Credit cards are convenient and can make one rely too much on them while shopping. One must remember that when one uses a credit card, one borrows from a financial institution that charges interest on the amount. It’s a type of loan that one is required to repay as per the terms. Losing track of where the money goes is a common mistake cardholders make. This allows the payments to be settled in full within the same billing cycle to avoid overspending.

Making only minimal necessary payments
One may prevent late fees and penalties by paying only the minimum monthly amount, ensuring good standing. But continuing to do so for months can lead to payment delays and accrued interest, which in the long run can pile up. The best way to avoid this is to create a payment plan and manage monthly finances. This will allow one to make timely payments and avoid piling up on more payment obligations.

Ignoring introductory 0% APR offers
Some credit card issuers offer introductory 0% APR deals.
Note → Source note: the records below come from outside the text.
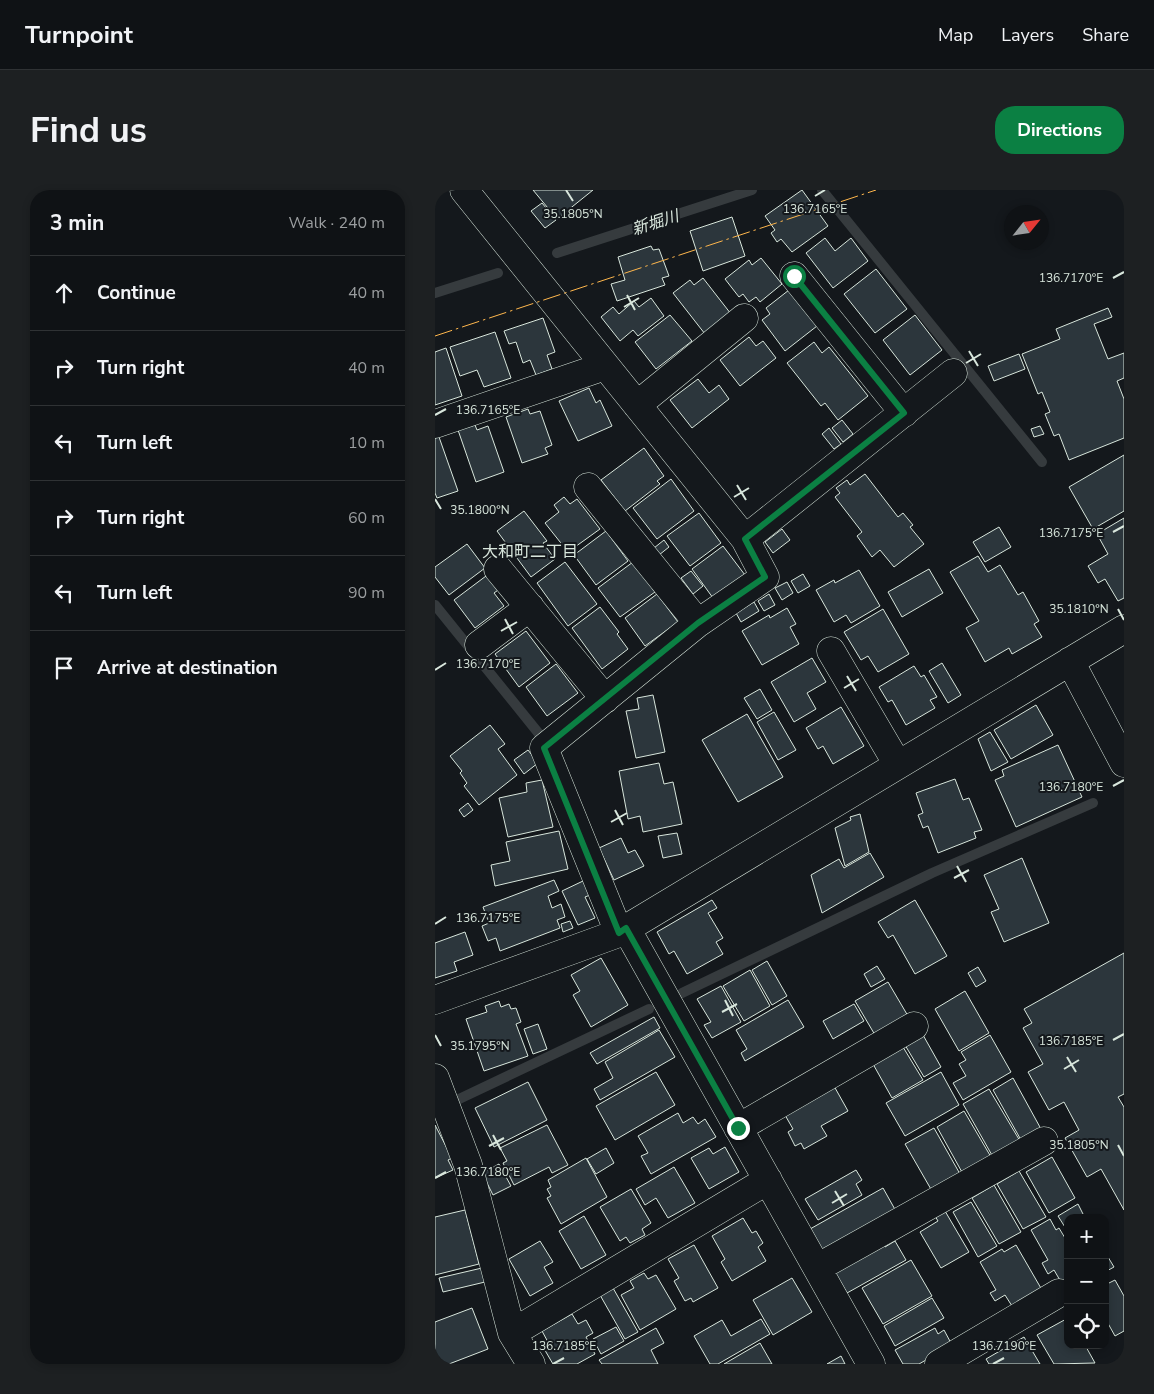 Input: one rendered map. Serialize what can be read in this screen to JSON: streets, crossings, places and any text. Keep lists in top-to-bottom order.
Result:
{
  "districts": ["大和町二丁目"],
  "water": ["新堀川"],
  "north": "top right",
  "page": {
    "header": "Turnpoint",
    "nav": ["Map", "Layers", "Share"],
    "buttons": "Directions",
    "title": "Find us",
    "heading": ["3 min", "Walk · 240 m"],
    "list": [
      ["Continue", "40 m"],
      ["Turn right", "40 m"],
      ["Turn left", "10 m"],
      ["Turn right", "60 m"],
      ["Turn left", "90 m"],
      "Arrive at destination"
    ],
    "map_buttons": ["+", "−"]
  },
  "coordinates": [
    "136.7165°E",
    "35.1805°N",
    "136.7170°E",
    "35.1800°N",
    "136.7175°E",
    "35.1810°N",
    "136.7180°E",
    "136.7185°E",
    "35.1795°N",
    "136.7190°E"
  ]
}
An Annual Percentage Rate (APR) deal offers the cardholder no interest on new purchases or debt transfers for a predetermined period. Using this deal can help one to save significantly on bigger purchases. Since these deals are usually offered to new cardholders, one may miss out on excellent savings by simply being unaware of them. One can find out the start and end date of the initial 0% APR deal and its conditions before opting for it.

Missing a payment
FICO estimates that one’s credit card score dips by 17 to 83 points if one misses a payment for 30 days. Missing payments for 90 days or more can lead to one’s score decreasing by 27 to 133 points. Late payments add on the interest charge and significantly affect one’s credit score, which is detrimental to one’s financial standing in the long run. One way of dealing with this is to automate the regular monthly bills or set reminders a couple of days before the due date.

Carrying a balance
Carrying a small balance from month to month instead of paying everything off does not necessarily give one’s credit score a boost. Any revolving debt may accrue interest. To reduce the negative impact that high balances might have on one’s credit score, borrowers are advised to maintain their revolving debt below 30% of their available credit.

Taking cash advances
A cash advance is a cash withdrawal from one’s credit card account. Borrowing money from one’s credit card comes with fees and withdrawal restrictions. While this is a useful credit card feature in emergencies, it’s best to avoid cash advances for ordinary purchases. Unlike credit on one’s card, cash advances accrue interest right after withdrawal. So, in addition to the hefty interest, one is also likely to pay a withdrawal charge or fees. Overall, cash advances are costly affairs. One can instead consider a personal loan, borrowing from family or friends, collateral loan, or salary advance.

Applying for too many credit cards too quickly
Each time one applies for a new credit card, one faces a hard inquiry into one’s credit history. Lenders who see multiple credit card requests can view a cardholder as risky and deny future applications. It’s best to keep a gap of at least six months before applying for a new credit card.

Adding on to the late fees
If one expects a late payment, one’s advised to contact the credit card company immediately. The Consumer Financial Protection Bureau recently stated that a late fee might cost up to $30 the first time and up to $41 afterward. Sometimes, the financial institution may alter one’s due date or offer financial hardship programs. Opting for a debt management plan can eliminate fees or reduce interest rates for a short while.

Maxing out the credit card
Using up all of the allotted credit can lower one’s credit score. The credit rate is influenced by the credit usage rate, which is the number of times one uses a credit card. One can contact the issuer and get a credit boost if one routinely maxes out the credit limit but has no defaulting history.

Closing a credit card
The average credit history of a cardholder is impacted when one closes a credit card. Closing the oldest card can drop one’s credit age by the number of years between the oldest and the second oldest card. That said, one can close a credit card under some valid circumstances. For example, if one sees that the card’s advantages don’t justify the annual fees of a credit card, it’s best to forgo the card and opt for a more beneficial one.